Thursday, February 19, 2009

Este mes me gusta por muchas razones. El aire cálido despierta los sentidos. No hay como recorrer en madrugada la carretera Tihuatlán-Alamo, y aspirar el dulce olor de los azahares cítricos.

De niña me gustaban unas plantas que crecían en el patio. Daban flores blancas, rosas y amarillas que se abrían al atardecer y emanaban una rica fragancia. Sus semillas eran como negras y sólidas granadas en pequeño, y la textura de las hojas que las encubrían, aún verdes y tiernitas, era como de terciopelo. Hoy sé que su nombre científico es mirabilis, y que algunos las llaman Dondiego de noche, Four o´Clocks o Cuatro en punto.

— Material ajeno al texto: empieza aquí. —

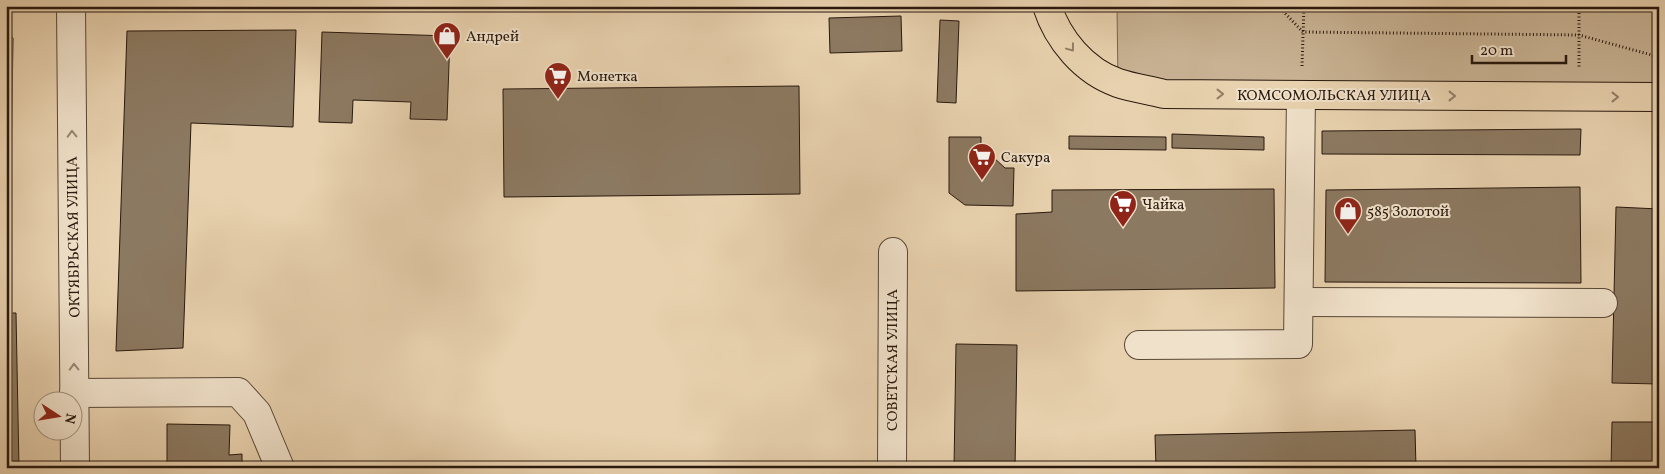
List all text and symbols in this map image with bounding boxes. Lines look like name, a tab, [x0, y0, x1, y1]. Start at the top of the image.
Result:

Año con año en la facultad de Derecho de la UAT, unas minúsculas flores silvestres, blancas y con centro amarillo, crecen entre las baldosas, en los patios y campos. No puedo sino recordar cómo Ada, una vez que me platicaba de un capítulo muy triste de su vida, tomó delicadamente una de esas flores entre sus dedos y la hizo girar al ritmo de lo que contaba. Ada tenía una belleza tipo Isabella Rossellini, y creo que era tan ajena a su belleza, y tan natural como esa flor.
En la tapa de mi libro de derecho penal conservo aún una flor. Cuando la pegué con cinta, sabía que aparentemente no casaba y menos con esa materia que me interesaba también, sobre todo en lo que correspondía a la tipificación. Es un símbolo de esa constante en mi vida.
Aquí en Xalapa, he visto unas flores parecidas. Crecen en los jardines de la dependencia donde trabajo. Cuando escribo en alguna mesa del comedor, me gusta a veces levantar la vista y mirarlas.


En el patio de la casa y a borde de calle brotan unas flores silvestres amarillas que Madame suele cortar y acomodar en sus trastes. Son placeres gratuitos.